Openai is not sharing their data(they're keeping it private to profit off of), so how could it be anywhere near the "hacker ethos" to believe that everyone else needs to hand over their data to openai for free?

	▲	CaptainFever a year ago \| parent [-]
		Following the "GNU-flavour hacker ethos" as described, one concludes that it is right for OpenAI to copy data without restriction, it is wrong for NYT to restrict others from using their data, and it is also wrong for OpenAI to restrict the sharing of their model weights or outputs for training. Luckily, most people seem to ignore OpenAI's hypocritical TOS against sharing their output weights for training. I would go one step further and say that they should share the weights completely, but I understand there's practical issues with that. Luckily, we can kind of "exfiltrate" the weights by training on their output.

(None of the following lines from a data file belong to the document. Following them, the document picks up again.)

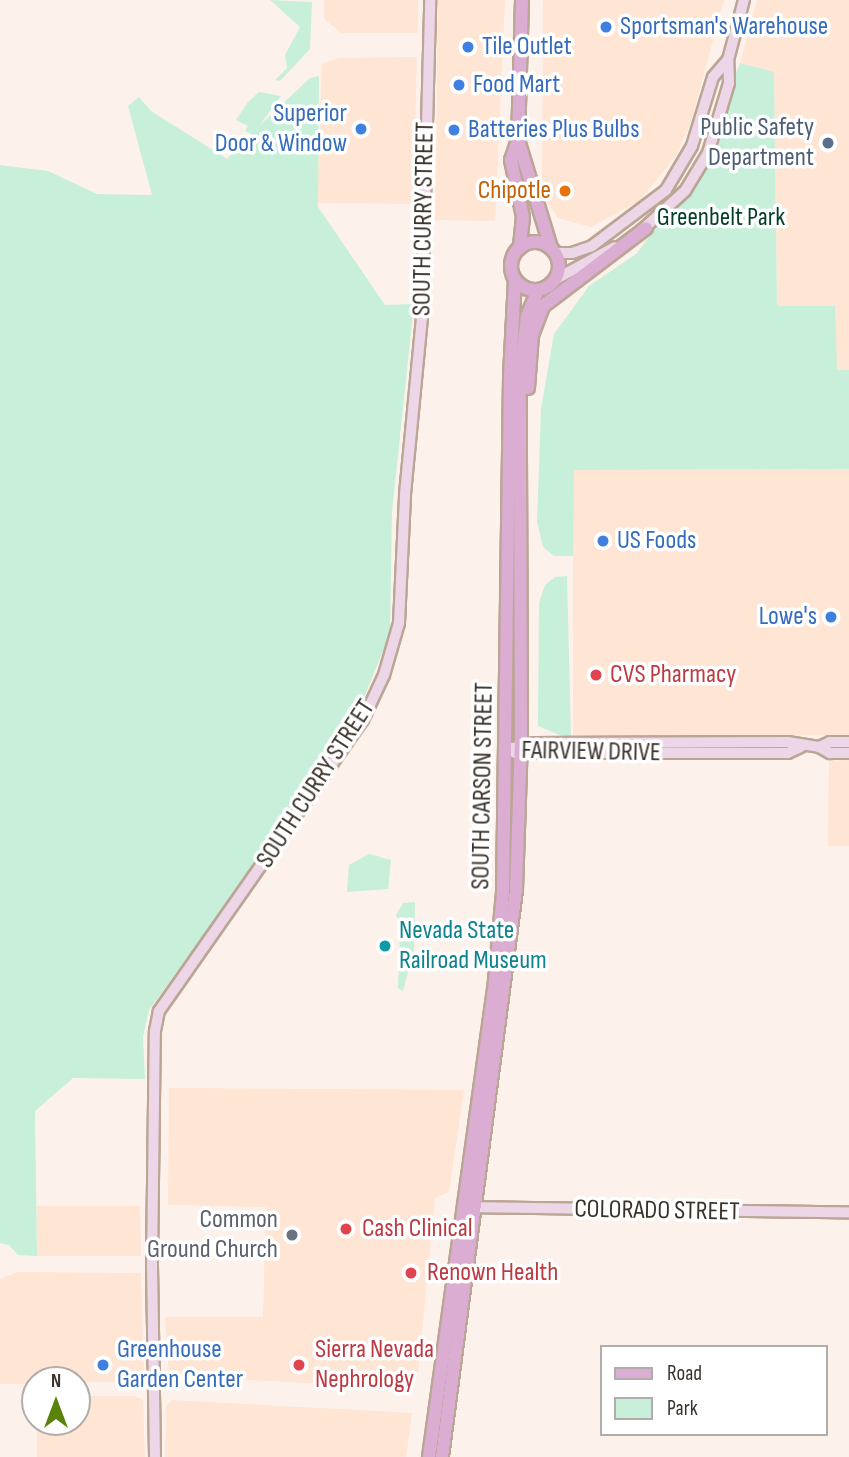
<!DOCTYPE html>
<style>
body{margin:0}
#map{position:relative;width:849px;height:1457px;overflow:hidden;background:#fcf2eb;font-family:"Sofia Sans Condensed",sans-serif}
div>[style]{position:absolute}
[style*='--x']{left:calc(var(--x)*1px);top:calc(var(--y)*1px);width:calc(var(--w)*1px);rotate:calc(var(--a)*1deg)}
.built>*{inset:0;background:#fee5d4}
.green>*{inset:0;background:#c7efd9}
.roads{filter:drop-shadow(2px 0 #bba595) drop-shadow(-2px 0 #bba595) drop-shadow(0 2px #bba595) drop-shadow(0 -2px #bba595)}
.secondary>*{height:10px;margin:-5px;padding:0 5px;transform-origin:5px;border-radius:5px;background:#edd6e8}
.primary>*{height:12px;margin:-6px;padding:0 6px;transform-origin:6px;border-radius:6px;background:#dbadd2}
.primary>.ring{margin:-6px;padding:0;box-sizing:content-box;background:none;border:12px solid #dbadd2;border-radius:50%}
.dots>*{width:19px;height:19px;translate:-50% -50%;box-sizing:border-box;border:4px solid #fff;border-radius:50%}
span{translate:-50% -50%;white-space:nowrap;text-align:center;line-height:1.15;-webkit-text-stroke:7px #fff;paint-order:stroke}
.shop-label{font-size:26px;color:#366cbe}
.left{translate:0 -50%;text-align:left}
.right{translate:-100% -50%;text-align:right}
.service-label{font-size:26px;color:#4e5e75}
.food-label{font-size:26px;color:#c56008}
.park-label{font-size:26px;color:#053e28}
.street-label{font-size:26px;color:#3b312b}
.health-label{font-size:26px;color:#be3a42}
.culture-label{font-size:26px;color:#0d838f}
.worship-label{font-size:26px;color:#5b616d}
.legend{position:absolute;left:600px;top:1345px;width:228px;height:91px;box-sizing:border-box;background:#fff;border:2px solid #b1adaa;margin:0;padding:9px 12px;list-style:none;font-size:21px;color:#3b312b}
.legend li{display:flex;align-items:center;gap:14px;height:35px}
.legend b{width:35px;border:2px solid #b1adaa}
.north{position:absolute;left:21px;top:1366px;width:70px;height:70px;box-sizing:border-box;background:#fff;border:2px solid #b1adaa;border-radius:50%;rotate:0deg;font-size:19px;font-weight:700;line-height:28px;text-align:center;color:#3b312b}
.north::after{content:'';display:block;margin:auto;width:24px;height:32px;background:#588209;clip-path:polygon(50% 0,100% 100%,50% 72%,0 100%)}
</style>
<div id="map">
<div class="built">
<i style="clip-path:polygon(324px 0,418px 0,418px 33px,342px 33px,324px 19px)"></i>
<i style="clip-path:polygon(438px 0,505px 0,495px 221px,435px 220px)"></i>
<i style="clip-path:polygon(543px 0,724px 0,691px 122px,676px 156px,639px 201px,591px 227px,558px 218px,542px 194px)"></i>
<i style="clip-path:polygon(757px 0,849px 0,849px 370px,837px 370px,777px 306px,774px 72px,740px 63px)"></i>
<i style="clip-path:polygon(417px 57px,413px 204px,317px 203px,322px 64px,339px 58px)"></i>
<i style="clip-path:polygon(849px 469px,849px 735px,573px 735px,573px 470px)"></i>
<i style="clip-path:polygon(849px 760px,849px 846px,828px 846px,829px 761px)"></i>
<i style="clip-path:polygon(169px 1088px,464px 1090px,449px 1192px,435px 1198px,418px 1372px,411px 1379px,389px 1388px,169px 1375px,165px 1317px,263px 1317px,266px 1207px,168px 1205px)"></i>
<i style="clip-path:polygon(37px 1206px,140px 1206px,141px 1256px,37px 1256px)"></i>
<i style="clip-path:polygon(18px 1272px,141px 1273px,144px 1375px,135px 1383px,35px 1380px,35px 1384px,0 1384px,0 1279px)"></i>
<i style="clip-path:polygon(77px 1396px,135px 1396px,143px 1400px,145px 1457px,37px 1457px,37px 1422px,77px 1422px)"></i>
<i style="clip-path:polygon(172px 1400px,412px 1413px,406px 1457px,165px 1457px,166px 1406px)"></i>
</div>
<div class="green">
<i style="clip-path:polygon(270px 0,312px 2px,310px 49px,280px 81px,275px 80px,287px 68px,285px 55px,300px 27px)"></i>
<i style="clip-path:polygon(740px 63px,774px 72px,777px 306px,835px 306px,837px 370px,849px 370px,849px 469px,574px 470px,573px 556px,554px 556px,543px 547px,537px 521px,541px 409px,554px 334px,589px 286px,636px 254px,698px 174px)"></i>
<i style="clip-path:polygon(319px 76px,318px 207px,385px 305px,414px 304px,392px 512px,390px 634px,361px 705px,267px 848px,149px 1010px,143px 1037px,145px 1079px,73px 1078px,35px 1111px,37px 1256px,18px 1255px,9px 1245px,0 1243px,0 165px,48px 171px,97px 194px,152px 195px,128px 106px,139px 97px,151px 111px,227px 159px,251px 134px,245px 131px,248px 126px,236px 120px,248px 102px,259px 92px,281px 96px,260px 125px,310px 78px)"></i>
<i style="clip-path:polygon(567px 576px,571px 736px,562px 736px,538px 726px,539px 603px,545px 585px,555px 577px)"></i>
<i style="clip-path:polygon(369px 854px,391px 860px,388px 889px,347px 892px,349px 865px)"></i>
<i style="clip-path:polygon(415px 902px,414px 949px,403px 991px,398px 988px,400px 925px,396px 915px,403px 903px)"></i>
</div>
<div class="roads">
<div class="secondary">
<i style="--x:641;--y:231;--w:59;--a:-42.3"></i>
<i style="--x:685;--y:191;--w:44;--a:-58.8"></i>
<i style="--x:708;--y:153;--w:73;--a:-73.3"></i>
<i style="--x:729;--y:83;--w:23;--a:-92"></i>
<i style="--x:728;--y:60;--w:62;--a:-75.1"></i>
<i style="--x:555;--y:253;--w:17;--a:0"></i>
<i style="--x:572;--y:253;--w:21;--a:-19"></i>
<i style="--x:592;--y:246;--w:93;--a:-37.1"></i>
<i style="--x:666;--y:190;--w:51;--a:-59.4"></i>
<i style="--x:692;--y:146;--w:72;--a:-73.1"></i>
<i style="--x:713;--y:77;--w:23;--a:-49"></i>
<i style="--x:554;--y:280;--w:69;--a:-28.4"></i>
<i style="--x:819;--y:747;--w:13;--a:29"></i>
<i style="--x:830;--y:753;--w:19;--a:0"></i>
<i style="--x:508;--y:749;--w:27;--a:-13"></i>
<i style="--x:534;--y:743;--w:254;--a:-0.2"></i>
<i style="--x:788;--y:742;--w:31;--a:9"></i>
<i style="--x:819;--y:747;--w:12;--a:-24"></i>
<i style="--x:830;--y:742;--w:19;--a:0"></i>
<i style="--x:515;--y:753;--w:273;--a:0"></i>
<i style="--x:788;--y:753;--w:14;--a:-25"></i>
<i style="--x:468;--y:1207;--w:381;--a:0.8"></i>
<i style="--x:155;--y:1457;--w:193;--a:-90.9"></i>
<i style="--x:152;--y:1264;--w:233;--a:-89.3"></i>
<i style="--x:155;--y:1031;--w:20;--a:-79"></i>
<i style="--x:159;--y:1011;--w:355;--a:-55"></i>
<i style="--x:363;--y:720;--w:50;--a:-65"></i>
<i style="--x:384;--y:675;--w:54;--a:-73.9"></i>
<i style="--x:399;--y:623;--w:129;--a:-87.3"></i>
<i style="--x:405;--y:494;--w:179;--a:-84.5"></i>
<i style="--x:422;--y:316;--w:316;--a:-88.5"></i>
</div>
<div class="primary">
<i style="--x:522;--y:0;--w:140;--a:91.6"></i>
<i style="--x:518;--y:140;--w:113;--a:73"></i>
<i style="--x:518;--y:140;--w:21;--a:109"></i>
<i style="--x:511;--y:160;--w:58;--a:78.1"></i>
<i style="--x:523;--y:217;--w:31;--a:96"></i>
<i class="ring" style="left:511px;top:242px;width:36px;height:36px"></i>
<i style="--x:528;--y:388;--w:53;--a:-85.7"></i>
<i style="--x:532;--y:335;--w:31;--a:-69"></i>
<i style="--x:543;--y:306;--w:129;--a:-37.1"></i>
<i style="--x:429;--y:1457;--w:471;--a:-82.1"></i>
<i style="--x:494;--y:991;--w:99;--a:-84.8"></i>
<i style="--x:503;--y:892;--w:517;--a:-89.22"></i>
<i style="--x:510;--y:375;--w:95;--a:-87"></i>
<i style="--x:442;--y:1457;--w:572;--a:-82.56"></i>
<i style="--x:516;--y:890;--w:147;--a:-88.1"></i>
<i style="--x:521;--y:743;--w:368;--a:-90.2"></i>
<i style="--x:520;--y:375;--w:59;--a:-83.2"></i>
<i style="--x:527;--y:316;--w:28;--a:-67"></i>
</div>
</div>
<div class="dots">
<i style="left:606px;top:27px;background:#3f7fe0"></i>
<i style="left:468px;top:47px;background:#3f7fe0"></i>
<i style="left:459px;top:85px;background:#3f7fe0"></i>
<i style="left:361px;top:129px;background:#3f7fe0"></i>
<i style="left:454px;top:130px;background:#3f7fe0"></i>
<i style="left:828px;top:143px;background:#5c6f8a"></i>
<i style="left:565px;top:191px;background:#e8710a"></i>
<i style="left:603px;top:541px;background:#3f7fe0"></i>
<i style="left:831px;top:617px;background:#3f7fe0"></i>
<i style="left:596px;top:675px;background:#e0444e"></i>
<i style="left:385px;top:946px;background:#0f9aa8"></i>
<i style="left:346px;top:1229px;background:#e0444e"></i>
<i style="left:292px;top:1235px;background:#6b7280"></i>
<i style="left:411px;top:1273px;background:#e0444e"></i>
<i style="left:103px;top:1365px;background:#3f7fe0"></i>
<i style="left:299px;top:1365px;background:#e0444e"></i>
</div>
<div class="shop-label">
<span class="left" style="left:620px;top:27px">Sportsman's Warehouse</span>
<span class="left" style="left:482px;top:47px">Tile Outlet</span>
<span class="left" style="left:473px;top:85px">Food Mart</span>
<span class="right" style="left:347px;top:129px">Superior<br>Door &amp; Window</span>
<span class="left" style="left:468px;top:130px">Batteries Plus Bulbs</span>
<span class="left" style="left:617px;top:541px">US Foods</span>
<span class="right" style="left:817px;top:617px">Lowe's</span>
<span class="left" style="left:117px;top:1365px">Greenhouse<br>Garden Center</span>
</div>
<div class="service-label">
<span class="right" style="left:814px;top:143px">Public Safety<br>Department</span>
</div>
<div class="food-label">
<span class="right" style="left:551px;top:191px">Chipotle</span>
</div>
<div class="park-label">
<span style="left:721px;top:218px">Greenbelt Park</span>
</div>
<div class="street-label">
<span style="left:424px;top:219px;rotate:-89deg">SOUTH CURRY STREET</span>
<span style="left:591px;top:752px;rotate:1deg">FAIRVIEW DRIVE</span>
<span style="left:316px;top:784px;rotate:-57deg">SOUTH CURRY STREET</span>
<span style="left:483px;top:786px;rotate:-89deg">SOUTH CARSON STREET</span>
<span style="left:657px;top:1211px;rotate:1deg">COLORADO STREET</span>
</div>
<div class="health-label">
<span class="left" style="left:610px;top:675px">CVS Pharmacy</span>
<span class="left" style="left:362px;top:1229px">Cash Clinical</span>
<span class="left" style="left:427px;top:1273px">Renown Health</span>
<span class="left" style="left:315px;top:1365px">Sierra Nevada<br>Nephrology</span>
</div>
<div class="culture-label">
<span class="left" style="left:399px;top:946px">Nevada State<br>Railroad Museum</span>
</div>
<div class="worship-label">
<span class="right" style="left:278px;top:1235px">Common<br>Ground Church</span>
</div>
<ul class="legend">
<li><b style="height:9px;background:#dbadd2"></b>Road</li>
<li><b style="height:19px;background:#c7efd9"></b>Park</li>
</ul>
<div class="north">N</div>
</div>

Or wait for someone to leak it, like NovelAI did.

▲

ysofunny a year ago | parent | prev [-]

oh please, then, riddle me why does my comment has -1 votes on "hacker" news

which has indeed turned into "i-am-rich-cuz-i-own-tech-stock"news

	▲	alwa a year ago \| parent \| next [-]
		I did not contribute a vote either way to your comment above, but I would point out that you get more of what you reward. Maybe the reward is monetary, like an author paid for spending their life writing books. Maybe it’s smaller, more reputational or social—like people who generate thoughtful commentary here, or Wikipedia’s editors, or hobbyists’ forums. When you strip people’s names from their words, as the specific count here charges; and you strip out any reason or even way for people to reward good work when they appreciate it; and you put the disembodied words in the mouth of a monolithic, anthropomorphized statistical model tuned to mimic a conversation partner… what type of thought is it that becomes abundant in this world you propose, of “data abundance”? In that world, the only people who still have incentive to create are the ones whose content has negative value, who make things people otherwise wouldn’t want to see: advertisers, spammers, propagandists, trolls… where’s the upside of a world saturated with that?
	▲	CaptainFever a year ago \| parent \| prev [-]
		Yes, I have no idea either. I find it disappointing. I think people simply like it when data is liberated from corporations, but hate it when data is liberated from them. (Though this case is a corporation too so idk. Maybe just "AI bad"?)